Voltage vs. Current: Understanding the Difference
Voltage, electrical pressure, is the potential difference pushing electrical charges. Sufficient voltage is needed to overcome skin resistance and allow current flow. The current—flow of electrons—directly damages tissues. Higher voltage increases dangerous current likelihood. Even lower voltages can be lethal if resistance is low, like with wet skin.
The Path of Least Resistance
Electricity follows the path of least resistance through the body, impacting injury severity. A current crossing the chest is dangerous as it can affect the heart.
Effects of Electric Current on the Body's Systems
Once current penetrates the skin, it can cause various effects.
Cardiovascular system
- Cardiac Arrest: Electrical current can disrupt the heart's electrical signals, leading to uncoordinated twitching (ventricular fibrillation). This is a major death cause.
- Arrhythmias: Survivors may have long-term heart rhythm problems.
Nervous system
- Neurological Damage: The nervous system is sensitive to electricity, which can damage nerves and cause numbness, weakness, and paralysis.
- Cognitive and Psychological Effects: Shocks affecting the head can cause loss of consciousness, memory issues, seizures, and cognitive problems. Anxiety and PTSD are also common.
Muscular system
- Muscle Contractions: Current can cause powerful, involuntary muscle contractions. This can cause a person to grip the source tighter.
Integumentary system (Skin)
- Electrical Burns: Burns occur at entry and exit points due to heat. High-voltage burns can cause explosive exit wounds; low-voltage burns may look minor but hide internal damage.
Other factors influencing severity
Several factors besides current path and magnitude affect the outcome.
- Duration of Contact: Longer exposure leads to greater damage. Even low voltage can be lethal with sustained contact.
- Moisture: Wet skin significantly lowers resistance, allowing higher current to flow, making injuries in wet conditions hazardous.
- Voltage Type (AC vs. DC): Alternating current (AC) is generally more dangerous than direct current (DC) of equal voltage.

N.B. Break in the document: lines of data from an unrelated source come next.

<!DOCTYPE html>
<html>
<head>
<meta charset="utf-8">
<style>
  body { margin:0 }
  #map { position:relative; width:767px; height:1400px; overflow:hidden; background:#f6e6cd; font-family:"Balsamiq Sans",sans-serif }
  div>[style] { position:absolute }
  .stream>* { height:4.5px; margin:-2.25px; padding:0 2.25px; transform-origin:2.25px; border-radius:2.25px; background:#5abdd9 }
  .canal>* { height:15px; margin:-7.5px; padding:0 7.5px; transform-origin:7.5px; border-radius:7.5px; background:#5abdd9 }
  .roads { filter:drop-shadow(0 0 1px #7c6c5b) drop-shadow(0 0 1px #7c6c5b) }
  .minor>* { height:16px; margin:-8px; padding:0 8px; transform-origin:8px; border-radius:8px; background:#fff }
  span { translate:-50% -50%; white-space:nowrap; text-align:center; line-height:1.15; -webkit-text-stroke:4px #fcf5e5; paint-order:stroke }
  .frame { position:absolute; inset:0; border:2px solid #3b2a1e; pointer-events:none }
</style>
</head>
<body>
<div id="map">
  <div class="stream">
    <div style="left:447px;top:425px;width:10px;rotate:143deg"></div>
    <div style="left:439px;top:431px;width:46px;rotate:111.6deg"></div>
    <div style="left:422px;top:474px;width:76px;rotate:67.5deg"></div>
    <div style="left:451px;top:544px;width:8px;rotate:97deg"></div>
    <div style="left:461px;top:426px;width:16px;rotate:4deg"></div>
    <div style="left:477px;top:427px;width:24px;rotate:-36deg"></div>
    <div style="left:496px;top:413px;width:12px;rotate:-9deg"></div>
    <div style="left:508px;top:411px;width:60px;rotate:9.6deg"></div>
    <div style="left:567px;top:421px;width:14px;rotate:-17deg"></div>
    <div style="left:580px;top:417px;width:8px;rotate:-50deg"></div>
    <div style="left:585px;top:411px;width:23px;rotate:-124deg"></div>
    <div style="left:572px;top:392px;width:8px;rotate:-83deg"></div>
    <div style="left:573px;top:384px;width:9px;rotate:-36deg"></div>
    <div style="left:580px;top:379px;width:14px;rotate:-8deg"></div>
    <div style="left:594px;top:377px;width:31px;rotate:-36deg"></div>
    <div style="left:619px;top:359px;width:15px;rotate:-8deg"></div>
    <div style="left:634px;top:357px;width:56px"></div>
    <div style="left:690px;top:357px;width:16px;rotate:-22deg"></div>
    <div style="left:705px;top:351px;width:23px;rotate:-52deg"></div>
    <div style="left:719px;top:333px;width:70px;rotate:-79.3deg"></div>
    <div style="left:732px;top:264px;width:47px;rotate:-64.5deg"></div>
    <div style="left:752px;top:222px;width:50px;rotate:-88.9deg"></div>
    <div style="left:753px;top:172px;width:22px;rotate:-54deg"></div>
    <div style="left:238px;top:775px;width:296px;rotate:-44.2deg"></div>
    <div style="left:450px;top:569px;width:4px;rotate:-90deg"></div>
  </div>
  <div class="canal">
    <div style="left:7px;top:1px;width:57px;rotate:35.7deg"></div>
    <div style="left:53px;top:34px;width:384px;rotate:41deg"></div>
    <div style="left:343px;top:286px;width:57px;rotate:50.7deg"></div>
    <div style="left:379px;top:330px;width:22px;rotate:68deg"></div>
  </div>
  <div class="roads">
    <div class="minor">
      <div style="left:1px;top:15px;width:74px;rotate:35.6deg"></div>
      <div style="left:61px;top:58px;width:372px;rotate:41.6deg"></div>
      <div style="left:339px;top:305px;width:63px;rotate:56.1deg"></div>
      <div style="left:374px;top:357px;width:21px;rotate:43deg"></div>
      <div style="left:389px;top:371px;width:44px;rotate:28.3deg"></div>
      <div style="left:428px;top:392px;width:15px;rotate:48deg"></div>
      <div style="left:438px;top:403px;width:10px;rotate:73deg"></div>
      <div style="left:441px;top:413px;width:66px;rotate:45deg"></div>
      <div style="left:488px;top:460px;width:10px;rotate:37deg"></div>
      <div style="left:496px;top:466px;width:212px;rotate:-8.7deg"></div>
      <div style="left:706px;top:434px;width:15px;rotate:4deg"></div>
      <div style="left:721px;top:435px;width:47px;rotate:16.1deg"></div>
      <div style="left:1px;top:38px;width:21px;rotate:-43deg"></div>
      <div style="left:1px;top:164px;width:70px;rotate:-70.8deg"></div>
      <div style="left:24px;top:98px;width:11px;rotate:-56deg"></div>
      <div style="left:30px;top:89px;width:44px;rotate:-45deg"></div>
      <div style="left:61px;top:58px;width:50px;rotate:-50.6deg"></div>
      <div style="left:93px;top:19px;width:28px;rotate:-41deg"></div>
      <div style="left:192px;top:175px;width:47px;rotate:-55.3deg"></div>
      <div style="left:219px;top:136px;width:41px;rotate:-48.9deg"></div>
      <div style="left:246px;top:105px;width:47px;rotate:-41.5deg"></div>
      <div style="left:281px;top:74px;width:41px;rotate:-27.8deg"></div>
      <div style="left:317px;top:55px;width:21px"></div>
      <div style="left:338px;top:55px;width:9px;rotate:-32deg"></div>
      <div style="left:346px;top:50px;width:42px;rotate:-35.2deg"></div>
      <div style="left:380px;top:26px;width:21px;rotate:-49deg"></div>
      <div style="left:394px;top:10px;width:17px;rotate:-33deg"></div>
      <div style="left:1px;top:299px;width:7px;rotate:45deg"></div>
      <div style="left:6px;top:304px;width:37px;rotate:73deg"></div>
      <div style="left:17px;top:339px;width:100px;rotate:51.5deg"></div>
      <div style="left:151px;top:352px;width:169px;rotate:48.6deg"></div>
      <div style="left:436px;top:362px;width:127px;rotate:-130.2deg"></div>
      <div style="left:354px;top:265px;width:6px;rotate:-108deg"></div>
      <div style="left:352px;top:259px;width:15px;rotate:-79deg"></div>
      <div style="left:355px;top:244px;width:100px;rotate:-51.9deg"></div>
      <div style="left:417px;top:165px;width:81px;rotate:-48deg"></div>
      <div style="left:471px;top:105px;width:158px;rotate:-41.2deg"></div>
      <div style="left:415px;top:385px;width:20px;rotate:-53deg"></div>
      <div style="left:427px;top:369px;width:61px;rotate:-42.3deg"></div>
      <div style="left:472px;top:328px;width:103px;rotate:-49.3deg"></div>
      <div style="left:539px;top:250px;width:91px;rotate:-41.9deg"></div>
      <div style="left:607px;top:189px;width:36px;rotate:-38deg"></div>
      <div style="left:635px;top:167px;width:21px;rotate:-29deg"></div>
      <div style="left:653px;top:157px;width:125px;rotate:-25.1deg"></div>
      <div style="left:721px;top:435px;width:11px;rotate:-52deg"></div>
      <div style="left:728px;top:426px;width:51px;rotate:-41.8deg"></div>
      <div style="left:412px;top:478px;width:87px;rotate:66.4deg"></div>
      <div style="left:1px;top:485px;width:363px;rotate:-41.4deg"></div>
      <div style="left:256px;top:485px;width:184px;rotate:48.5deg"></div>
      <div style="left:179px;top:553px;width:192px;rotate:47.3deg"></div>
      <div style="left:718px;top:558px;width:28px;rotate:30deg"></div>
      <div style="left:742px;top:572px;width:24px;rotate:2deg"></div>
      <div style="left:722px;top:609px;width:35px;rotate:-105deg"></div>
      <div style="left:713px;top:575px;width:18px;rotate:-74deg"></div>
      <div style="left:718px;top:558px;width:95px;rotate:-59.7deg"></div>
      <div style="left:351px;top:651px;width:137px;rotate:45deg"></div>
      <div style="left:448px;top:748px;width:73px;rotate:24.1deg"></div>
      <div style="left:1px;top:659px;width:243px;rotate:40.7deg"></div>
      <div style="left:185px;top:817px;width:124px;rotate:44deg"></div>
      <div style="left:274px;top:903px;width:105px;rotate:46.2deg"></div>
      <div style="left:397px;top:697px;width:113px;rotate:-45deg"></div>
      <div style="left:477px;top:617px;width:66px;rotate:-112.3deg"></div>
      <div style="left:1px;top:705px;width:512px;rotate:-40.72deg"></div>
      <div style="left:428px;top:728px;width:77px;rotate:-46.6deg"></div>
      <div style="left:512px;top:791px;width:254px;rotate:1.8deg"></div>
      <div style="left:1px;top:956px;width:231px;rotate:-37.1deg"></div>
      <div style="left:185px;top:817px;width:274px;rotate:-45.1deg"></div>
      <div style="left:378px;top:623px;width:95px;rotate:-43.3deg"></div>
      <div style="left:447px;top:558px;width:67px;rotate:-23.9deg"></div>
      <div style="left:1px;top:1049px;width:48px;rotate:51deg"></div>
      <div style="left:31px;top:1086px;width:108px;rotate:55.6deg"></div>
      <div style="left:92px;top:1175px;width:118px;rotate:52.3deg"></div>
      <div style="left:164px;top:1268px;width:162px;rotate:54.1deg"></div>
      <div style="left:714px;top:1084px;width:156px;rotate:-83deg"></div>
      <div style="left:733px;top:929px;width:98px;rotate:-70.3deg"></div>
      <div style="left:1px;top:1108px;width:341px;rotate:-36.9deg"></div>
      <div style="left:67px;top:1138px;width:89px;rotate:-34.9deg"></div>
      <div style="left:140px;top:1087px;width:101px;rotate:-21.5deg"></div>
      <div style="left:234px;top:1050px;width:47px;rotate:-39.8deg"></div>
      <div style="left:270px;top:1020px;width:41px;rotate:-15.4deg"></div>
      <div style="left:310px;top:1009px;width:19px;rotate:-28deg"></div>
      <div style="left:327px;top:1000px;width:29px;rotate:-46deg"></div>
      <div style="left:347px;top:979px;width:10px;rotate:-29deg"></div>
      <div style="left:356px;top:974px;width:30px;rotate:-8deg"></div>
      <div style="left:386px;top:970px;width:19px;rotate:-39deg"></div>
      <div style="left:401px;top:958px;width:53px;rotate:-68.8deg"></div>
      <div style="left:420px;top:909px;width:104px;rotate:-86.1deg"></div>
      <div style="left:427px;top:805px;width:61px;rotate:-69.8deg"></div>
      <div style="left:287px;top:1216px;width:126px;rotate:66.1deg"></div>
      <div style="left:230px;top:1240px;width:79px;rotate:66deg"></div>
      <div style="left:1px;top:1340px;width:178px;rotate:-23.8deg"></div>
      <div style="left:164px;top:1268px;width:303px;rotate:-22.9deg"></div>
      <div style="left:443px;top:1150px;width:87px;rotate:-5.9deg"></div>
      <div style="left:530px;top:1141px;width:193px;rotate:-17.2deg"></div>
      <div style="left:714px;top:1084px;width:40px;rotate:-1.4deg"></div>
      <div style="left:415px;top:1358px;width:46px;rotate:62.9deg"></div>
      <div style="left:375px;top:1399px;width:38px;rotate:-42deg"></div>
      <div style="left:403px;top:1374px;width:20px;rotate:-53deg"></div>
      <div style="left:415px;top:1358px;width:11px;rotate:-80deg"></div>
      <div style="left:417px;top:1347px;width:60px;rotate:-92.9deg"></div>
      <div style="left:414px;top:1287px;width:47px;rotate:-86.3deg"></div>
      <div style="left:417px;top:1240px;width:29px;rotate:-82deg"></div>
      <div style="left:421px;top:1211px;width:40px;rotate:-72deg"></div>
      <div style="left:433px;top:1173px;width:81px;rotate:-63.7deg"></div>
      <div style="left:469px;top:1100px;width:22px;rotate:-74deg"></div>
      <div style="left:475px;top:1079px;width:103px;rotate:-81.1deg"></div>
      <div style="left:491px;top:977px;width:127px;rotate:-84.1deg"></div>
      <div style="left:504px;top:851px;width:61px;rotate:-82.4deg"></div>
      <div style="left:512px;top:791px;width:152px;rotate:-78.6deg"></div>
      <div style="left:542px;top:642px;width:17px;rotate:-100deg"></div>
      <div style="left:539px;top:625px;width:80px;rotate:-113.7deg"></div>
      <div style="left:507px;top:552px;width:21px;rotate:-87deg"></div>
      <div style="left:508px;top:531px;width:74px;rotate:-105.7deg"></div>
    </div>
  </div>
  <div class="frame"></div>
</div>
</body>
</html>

Comparison of Low-Voltage and High-Voltage Injuries
| Feature | Low-Voltage (<500V) | High-Voltage (>500V) |
|---|---|---|
| Primary Cause of Death | Often ventricular fibrillation (disrupted heart rhythm). | Immediate, severe burns and internal organ destruction. |
| Appearance of Burns | Can be subtle externally, masking extensive internal damage. | Severe, deep, and charred burns at entry and exit points are common. |
| Muscle Response | May cause muscles to contract, freezing the victim to the source. | Can cause explosive muscular contractions that throw the victim from the source. |
| Arc Flash Risk | Generally low, though possible in certain conditions. | High risk of arc flash burns, which can happen without direct contact. |
| Internal Damage | Potential for multi-system trauma, especially affecting the heart and nerves. | Widespread, devastating internal damage due to massive heat generation. |
Safety and First Aid
Electrical injuries are medical emergencies. If someone is shocked, prioritize your safety: “Look first, don't touch”.
- Assess the Scene: Ensure safety before approaching. Check if they're still in contact with the source.
- Turn Off the Power: If possible, shut off the power at the breaker. If not, use a dry, non-conductive object to move the person away.
- Call for Help: Immediately call 911 or emergency services.
- Administer CPR: Once safe, check for breathing and pulse. If absent and you're trained, begin CPR.
- Treat for Shock and Burns: Lay the person down and cover burns with a sterile dressing. Avoid ice or water on burns.
- Seek Medical Evaluation: Even if they appear fine, all electrical shock victims need medical attention due to potential unseen internal damage. For more detailed first aid information, refer to {Link: Mayo Clinic https://www.mayoclinic.org/first-aid/first-aid-electrical-shock/basics/art-20056695}.
Conclusion
While voltage provides the force, current flowing through the body causes damage during an electric shock. Severity depends on factors like voltage, current, duration, and the current's path. Understanding these risks is crucial for safety and response. Always respect electricity's power, including from low-voltage sources.